Of the 13 143 funds registered at the end of December 2006, between January 1, 2007 and February 13, 2014 a total of 8 298 funds were cancelled or liquidated. These consisted of 1 494 voluntary dissolutions and 6 804 cancellations of registration “on proof, to the registrar’s satisfaction, that the fund had ceased to exist”.
The transfer of members’ benefits was approved in the case of 1 208 funds, and 2 105 funds were closed. Another 1 204 funds were in the process of deregistration, but were not yet cancelled.

GUARDIAN’S FUND RECORDS ‘UNRELIABLE’
The management of the Guardian’s Fund has long been a matter of concern, attorney Tony Mostert says in his affidavit supporting an application which, if successful, will prevent unclaimed retirement surplus benefits from being put into the fund.
The Guardian’s Fund – actually a number of funds administered by the Masters of the various divisions of the High Court – manages at least R9 billion from many sources – from unclaimed benefits of retirement funds to those of heirs of deceased estates.
And money that remains unclaimed reverts to the state after five years.
Mostert says an investigation he conducted has revealed “that there appears to be very little reliable information or statistics as to the administration and distribution of unclaimed benefits from the Guardian’s Fund.
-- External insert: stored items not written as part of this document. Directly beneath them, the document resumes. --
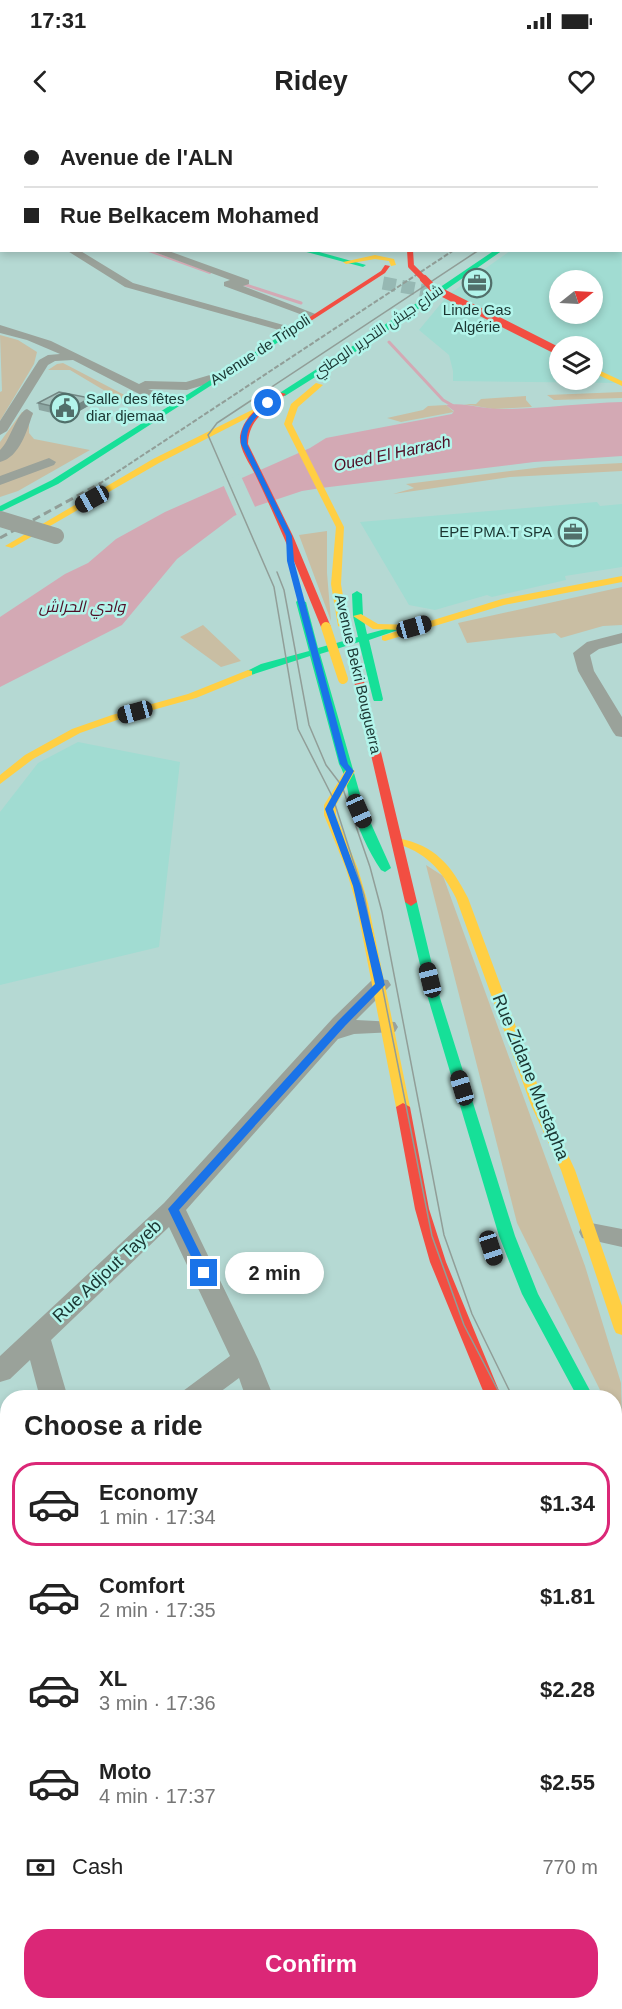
<!DOCTYPE html>
<meta charset="utf-8">
<style>
body{margin:0;font-family:Arial,Cairo,sans-serif;background:#f6f6f6;color:#222;height:100vh;display:flex;flex-direction:column;font-size:22px;white-space:nowrap}
*{box-sizing:border-box;margin:0}
p{font-size:20px;color:#767676}
.icon{flex:none;width:33px;height:33px;fill:none;stroke:currentColor;stroke-width:2;stroke-linecap:round;stroke-linejoin:round}
.map{position:relative;flex:1;overflow:hidden}
.details{position:absolute;left:0px;top:1270px;width:622px;height:620px;display:flex;flex-direction:column;background:#fff;border-radius:24px 24px 0 0;box-shadow:0 3px 9px #0003}
.details>*{flex:none}
.top-card{position:absolute;left:0px;top:0px;width:622px;height:132px;box-shadow:0 3px 9px #0003;display:grid;align-content:center;height:132px;padding:0 24px;background:#fff}
.needle{width:39px;rotate:72deg}
.tools{position:absolute;left:549px;top:150px;display:grid;gap:12px}
.tools a{display:grid;place-items:center;width:54px;height:54px;border-radius:50%;background:#fff;box-shadow:0 3px 9px #0003;font-size:30px}
.end{position:absolute;width:27px;height:27px;margin:-14px;border:8px solid #1a73e8;background:#fff;box-shadow:0 0 0 3px #fff}
.from{border-radius:50%}
.bubble{position:absolute;height:42px;border-radius:21px;background:#fff;box-shadow:0 3px 9px #0003;font-size:20px;font-weight:600;line-height:42px;text-align:center}
.car{position:absolute;width:18px;height:36px;margin:-18px -9px;border-radius:8px;box-shadow:0 0 4px 2px #0007;background:linear-gradient(#222 24%,#8ab4d8 0 40%,#222 0 76%,#8ab4d8 0 86%,#222 0)}
.top-card b{display:flex;align-items:center;gap:21px;height:57px;font-size:22px}
.top-card b+b{border-top:2px solid #e0e0e0}
.top-card i{width:15px;height:15px;background:#222}
ul{padding:0;list-style:none}
li{display:flex;align-items:center;gap:18px;height:84px;margin:0 12px 9px;padding:0 12px;border:3px solid transparent;border-radius:24px}
li div{flex:1}
li b{display:block;font-size:22px}
li em{font-style:normal;font-weight:600}
li.active{border-color:#db2777}
li>.icon{width:54px;height:54px;stroke-width:1.5}
h2{padding:0 24px;font-size:27px;line-height:72px}
.pay{display:flex;align-items:center;gap:15px;height:66px;padding:0 24px;font-size:22px}
.pay p{margin-inline-start:auto}
.button{display:flex;gap:12px;margin-top:auto;padding:12px 24px}
.button a{flex:1;height:69px;border-radius:24px;background:#db2777;color:#fff;font-size:24px;font-weight:600;line-height:69px;text-align:center}
.status{display:flex;justify-content:space-between;align-items:center;height:42px;padding:0 30px;background:#fff;direction:ltr}
.status svg{height:16px;fill:currentColor}
header{display:flex;justify-content:space-between;align-items:center;height:78px;padding:0 24px;background:#fff;font-size:27px;font-weight:600}
.map>svg:first-child{display:block}
</style>
<div class="status"><b>17:31</b><svg viewBox="0 0 49 12"><path d="M0 12V9h3v3zM5 12V6h3v6zM10 12V3h3v9zM15 12V0h3v12zM26 1h20v11H26zM47 4h2v5h-2z"/></svg></div>
<header><svg class="icon" aria-label="back" viewBox="0 0 24 24"><path d="M15 5l-7 7 7 7"/></svg>Ridey<svg class="icon" aria-label="heart" viewBox="0 0 24 24"><path d="M12 20l-8-8c-3-5 5-10 8-4 3-6 11-1 8 4z"/></svg></header>
<div class="map">
<svg width="622" height="1889" viewBox="0 0 622 1889">
<rect width="100%" height="100%" fill="#b5d9d3"/>
<!-- built -->
<path fill="#a1dcd2" fill-rule="evenodd" d="M621,37L622,263L453,261V251L449,235L419,210L448,175L510,131L621,130ZM560,160H592V194H560ZM560,226H592V260H560Z
M597,382L600,386L622,384V447L565,456L566,460L492,477L487,475L435,490L409,485L360,402Z
M78,622L180,642L159,827L0,865V692L38,643Z"/>
<!-- green -->
<path fill="#c9bea3" d="M0,215L18,220L37,232L34,244L0,301V272L2,271Z
M63,243L136,281L117,278L70,250H48L57,244Z
M622,272V278L554,280L547,275Z
M526,276V280L532,287L493,289L464,284H476L481,279Z
M446,285L454,292L401,302L387,298L423,290L428,286Z
M22,292L33,294L29,301V313L34,319L90,330L18,371L0,377V322Z
M622,343V351L510,357L393,374L414,368L406,364L543,347Z
M327,411V453L331,501L299,415Z
M622,467V505L603,506L561,518L555,513L467,523L458,503Z
M203,505L241,541L221,547L180,517Z
M426,745L443,756L585,1146L621,1263L622,1305L615,1295V1278H604L517,1103Z"/>
<!-- water -->
<path fill="#d3a9b4" d="M622,282V336L534,342L321,368L302,371L257,386L234,396L177,439L122,505L0,567V497L65,454L88,443L116,419L165,392L310,328L326,318L452,294L454,291L446,285C465,282 481,289 501,289C541,289 582,283 622,282Z"/>
<!-- pier -->
<path fill="#b5d9d3" d="M240,354L256,389L238,398L222,362Z"/>
<g fill="none" stroke-linecap="round" stroke-linejoin="round">
<!-- stream-far1 -->
<path stroke="#d3a9b4" stroke-width="2" d="M146,130L210,153"/>
<!-- stream -->
<path stroke="#d3a9b4" stroke-width="3" d="M240,163L301,183
M389,222L443,280L457,288"/>
<!-- street-tunnel -->
<path stroke="#96b8b3" stroke-width="13" stroke-dasharray="13 6" stroke-linecap="butt" d="M383,163L427,171"/>
<!-- street -->
<path fill="#9aa29a" fill-rule="evenodd" d="M2,38V44L0,45V39Z
M0,86H2V93H0Z
M0,120H2V126H0Z
M66,130H79L133,163L294,208L296,210L290,214L286,212L125,167Z
M149,130H166L249,160V164L243,166L318,195L316,197H308L224,166V162L230,160Z
M0,205L51,221L139,264L145,261L186,262L220,252L226,256L224,259L187,270L148,269L182,280L183,283L177,287L143,276L73,240L55,241L48,245L7,311L0,315V301L39,240L48,235L60,234L27,220L0,213Z
M27,289L33,293C27,310 20,337 0,342V330C10,321 17,292 27,289Z
M49,338L56,342L54,345L0,365V356Z
M622,513V523L599,529L590,535L594,551L622,597V617L616,616L613,612L578,551L573,533L587,522Z
M380,859L388,860L391,865L356,900L395,902L398,907L395,912L354,914L338,919L186,1090L258,1239L274,1278H246L239,1258L212,1278H179L183,1271L230,1236L169,1107L51,1220L68,1278H40L30,1240L10,1259L0,1262V1236L164,1083L333,898L372,860Z
M591,1103L622,1109V1127L582,1118L579,1112L582,1106Z
M8,1413V1442L0,1444V1416Z
M8,1728V1761L0,1764V1731Z
M212,1882H248L250,1889H214Z
M465,1882H501L503,1889H467Z"/>
<!-- fast -->
<path fill="#16e098" fill-rule="evenodd" d="M2,0H8L9,2H4Z
M190,0L224,2H193Z
M299,130H312L366,145L363,147Z
M495,130H503L371,222L285,276L278,274L365,218Z
M299,204L305,205L58,364L0,392V386L52,360Z
M357,471L362,474L363,496L367,514L393,507L398,510L369,520L383,579L382,581H374L373,579L359,522L320,534L364,688L391,748L385,752L381,750C368,731 358,708 351,685C347,671 347,657 339,644L310,536L248,556L243,553L261,544L309,531L296,482L298,480L306,482L318,528L358,517L353,496L352,474Z
M411,778L417,782L440,878L515,1116L538,1174L594,1278H578L522,1174L499,1116L428,878L405,782Z
M615,1373L622,1377V1400L615,1396Z"/>
<!-- slow -->
<path fill="#ffcf43" fill-rule="evenodd" d="M424,0H469L470,1L427,2Z
M622,1V5H621V2Z
M621,32H622V36H621Z
M375,135L394,139L396,145L391,146L389,141L375,139L346,144L343,142Z
M592,247L622,261V266L592,252Z
M316,263L323,265L298,287L292,304L344,407L341,464L348,506L343,509L338,506L331,464L336,407L284,304L291,284Z
M252,290L259,292L159,343L12,428L5,426L153,339Z
M622,456V462L504,485L385,521L382,520V516L401,510L373,509L353,496L361,494L378,504L417,505L502,479Z
M248,550L252,551V555L196,578L120,599L80,613L33,639L0,664V655L25,635L72,609L112,595L188,574Z
M350,648L355,651L336,685V695L358,749L368,783L410,987L403,991L396,987L356,783L346,749L324,695V685L345,651Z
M398,718C436,726 451,745 468,778L545,985L575,1050L622,1186V1215L616,1213L614,1209L561,1050L531,985L456,778C442,750 425,731 394,723L392,721L394,719Z
M615,1511L622,1514V1539L615,1536Z"/>
<!-- jam -->
<path fill="#f24e42" fill-rule="evenodd" d="M234,0L289,2H237Z
M575,0H581V2H575Z
M385,145L390,146L385,153L303,206H299V204L381,151Z
M279,272L286,274C268,290 249,297 248,324L293,416L331,507L326,510L321,507C300,455 279,404 255,354C249,343 239,329 240,316C244,295 263,283 279,272Z
M358,554L363,557L417,782L411,786L405,782L353,557Z
M403,983L410,987L429,1089L446,1142L502,1278H486L430,1142L415,1089L396,987Z
M615,1325L622,1329V1352L615,1348Z"/>
<!-- tram-far1 -->
<path stroke="#919e98" stroke-width="1.5" d="M479,130L217,303L208,315L274,467L298,609L333,678L364,775L432,1116L464,1205L502,1278
M277,452L284,470L309,605L326,645L342,666L370,747L382,792L444,1115L472,1194L513,1278"/>
<!-- tram -->
<path stroke="#919e98" stroke-width="2" d="M615,1479L622,1492
M615,1507L622,1521"/>
<!-- rail-far1 -->
<path stroke="#919e98" stroke-width="2" stroke-dasharray="5 2" stroke-linecap="butt" d="M99,364L454,130"/>
<!-- rail -->
<path stroke="#919e98" stroke-width="3" stroke-dasharray="8 4.5" stroke-linecap="butt" d="M0,418L101,363"/>
<!-- street-bridge -->
<path stroke="#9aa29a" stroke-width="16" d="M0,399L56,416"/>
<!-- fast-bridge -->
<path stroke="#16e098" stroke-width="6" d="M467,1L487,2"/>
<!-- slow-bridge -->
<path stroke="#ffcf43" stroke-width="10" d="M326,507L343,559"/>
<!-- jam-bridge-far1 -->
<path stroke="#f24e42" stroke-width="6" d="M410,130L411,146L426,161"/>
<!-- jam-bridge -->
<path stroke="#f24e42" stroke-width="8" d="M424,159L433,168L560,232"/>
</g>
<!-- wall -->
<path fill="#8da6a2" d="M38,283L90,285L69,297L39,290Z"/>
<!-- shaded-wall -->
<path fill="#738784" d="M90,278V285L69,297V290Z"/>
<!-- building -->
<path fill="#a4c1bc" stroke="#738784" stroke-width="1.5" d="M59,272L90,278L69,290L38,283Z"/>
<!-- route -->
<path fill="#1a73e8" d="M266,282L271,283C258,296 245,304 247,324L292,416L294,441L348,644L354,651L333,689L361,766L385,865L345,906L179,1090L210,1153L204,1157L199,1153L168,1089L338,901L375,864L353,766L325,689L346,651L340,644L287,441L286,416L241,324C239,304 252,294 266,282Z"/>
<!-- icons -->
<defs>
<g id="office-ring" transform="scale(1.5)"><circle r="9.5" fill="#b3f5eb" stroke="#516f6a" stroke-width="1.5"/><path d="M-6-3h4V-5.5h4V-3h4V5H-6ZM-1-4.5V-3h2v-1.5ZM-6 0V1H6V0Z" fill="#516f6a"/></g>
<g id="civic-ring" transform="scale(1.5)"><circle r="9.5" fill="#b3f5eb" stroke="#516f6a" stroke-width="1.5"/><path d="M-.6-6.5H3V-4.5H.6V-3L4-1V1h2V6H-6V1h2V-1L-.6-3ZM-1.2 2.5V6h2.4V2.5Z" fill="#516f6a"/></g>
</defs>
<g fill-rule="evenodd">
<use href="#office-ring" x="477" y="163"/>
<use href="#civic-ring" x="65" y="288"/>
<use href="#office-ring" x="573" y="412"/>
</g>
<g text-anchor="middle" stroke-width="5" stroke-linejoin="round" paint-order="stroke">
<!-- far-poi labels -->
<g font-size="15" fill="#1b3632" stroke="#b3f5eb">
<text x="477" y="195">Linde Gas<tspan x="477" dy="17">Algérie</tspan></text>
<text x="86" y="284" text-anchor="start">Salle des fêtes<tspan x="86" dy="17">diar djemaa</tspan></text>
<text x="552" y="417" text-anchor="end">EPE PMA.T SPA</text>
</g>
<!-- far-street labels -->
<g font-size="15" fill="#1b3632" stroke="#b3f5eb">
<text transform="translate(378 211) rotate(-34)" y="5">شارع جيش التحرير الوطني</text>
<text transform="translate(260 230) rotate(-33)" y="5">Avenue de Tripoli</text>
<text transform="translate(358 554) rotate(77)" y="5">Avenue Bekri Bouguerra</text>
</g>
<!-- far-water labels -->
<g font-size="16" font-style="italic" fill="#4f0d25" stroke="#b3f5eb">
<text transform="translate(392 333) rotate(-12)" y="6">Oued El Harrach</text>
<text x="82" y="492">وادي الحراش</text>
</g>
<!-- street labels -->
<g font-size="18" fill="#1b3632" stroke="#b3f5eb">
<text transform="translate(531 957) rotate(68)" y="6">Rue Zidane Mustapha</text>
<text transform="translate(107 1151) rotate(-43)" y="6">Rue Adjout Tayeb</text>
</g>
</g>
</svg>
<div class="tools">
<a><svg class="needle" viewBox="-14 -14 28 28"><path d="M0-13l5 13h-10z" fill="#e53935"/><path d="M0 13l5-13h-10z" fill="#767676"/></svg></a>
<a><svg class="icon" aria-label="layers" viewBox="0 0 24 24"><path d="M12 4l9 5-9 5-9-5zM3 14l9 5 9-5"/></svg></a>
</div>
<i class="end from" style="left:268px;top:283px"></i>
<i class="end" style="left:204px;top:1153px"></i>
<div class="bubble" style="left:225px;top:1132px;width:99px">2 min</div>
<i class="car" style="left:92px;top:379px;rotate:241deg"></i>
<i class="car" style="left:414px;top:507px;rotate:74deg"></i>
<i class="car" style="left:135px;top:592px;rotate:255deg"></i>
<i class="car" style="left:359px;top:691px;rotate:156deg"></i>
<i class="car" style="left:430px;top:860px;rotate:346deg"></i>
<i class="car" style="left:462px;top:968px;rotate:343deg"></i>
<i class="car" style="left:491px;top:1128px;rotate:162deg"></i>
<div class="top-card">
<b><i class="from"></i>Avenue de l'ALN</b>
<b><i></i>Rue Belkacem Mohamed</b>
</div>
<section class="details">
<h2>Choose a ride</h2>
<ul>
<li class="active"><svg class="icon" aria-label="car" viewBox="0 0 24 24"><path d="M5 17H2v-5l4-1 3-4h7l3 4 3 1v5h-3M9 17h6M6 11h13"/><circle cx="7" cy="17" r="2"/><circle cx="17" cy="17" r="2"/></svg><div><b>Economy</b><p>1 min · 17:34</p></div><em>$1.34</em></li>
<li><svg class="icon" aria-label="car" viewBox="0 0 24 24"><path d="M5 17H2v-5l4-1 3-4h7l3 4 3 1v5h-3M9 17h6M6 11h13"/><circle cx="7" cy="17" r="2"/><circle cx="17" cy="17" r="2"/></svg><div><b>Comfort</b><p>2 min · 17:35</p></div><em>$1.81</em></li>
<li><svg class="icon" aria-label="car" viewBox="0 0 24 24"><path d="M5 17H2v-5l4-1 3-4h7l3 4 3 1v5h-3M9 17h6M6 11h13"/><circle cx="7" cy="17" r="2"/><circle cx="17" cy="17" r="2"/></svg><div><b>XL</b><p>3 min · 17:36</p></div><em>$2.28</em></li>
<li><svg class="icon" aria-label="car" viewBox="0 0 24 24"><path d="M5 17H2v-5l4-1 3-4h7l3 4 3 1v5h-3M9 17h6M6 11h13"/><circle cx="7" cy="17" r="2"/><circle cx="17" cy="17" r="2"/></svg><div><b>Moto</b><p>4 min · 17:37</p></div><em>$2.55</em></li>
</ul>
<div class="pay"><svg class="icon" aria-label="cash" viewBox="0 0 24 24"><path d="M3 7h18v10H3z"/><circle cx="12" cy="12" r="2"/></svg>Cash<p>770 m</p></div>
<div class="button"><a>Confirm</a></div>
</section>
</div>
“The administration and workings of the fund is such that there exists doubt that funds deposited with it ultimately reach the intended beneficiaries.
“As far as I have been able to ascertain, the beneficiary records of the Guardian’s Fund are not updated regularly and no proper age analysis of beneficiary records is maintained.
“The prospect of identifying legitimate beneficiaries and the payments to which they are entitled from the Guardian’s Fund appears to be less than if the unclaimed benefits remained with the relevant pension fund,” Mostert says.
According to the website of the Department of Justice, the purpose of the Guardian’s Fund is “to hold and administer funds that are paid to the Master on behalf of various persons known or unknown, for example, minors, persons incapable of managing their own affairs, unborn heirs, missing or absent persons or persons having an interest in the moneys of a usufructuary, fiduciary or fideicommissary nature”.
The Guardian’s Fund, like the Government Employees Pension Fund, has no trustees, is not subject to the Pension Funds Act, is not overseen by the Financial Services Board, and does not require a licence to act as an administrator.
The assets of the fund are managed by the Public Investment Corporation and are held in interest-earning investments.
Matla Titi, the head of Alexander Forbes Trust & Beneficiary Fund Services, says that, if left to a minor, any benefits in the Guardian’s Fund become state property if they are not claimed within five years of the child reaching the age of majority – that is, they are paid over to the National Treasury.

Considering that the Guardian’s Fund does not trace beneficiaries (they list their names in the Government Gazette), a significant amount of these assets become government property every year, Titi says.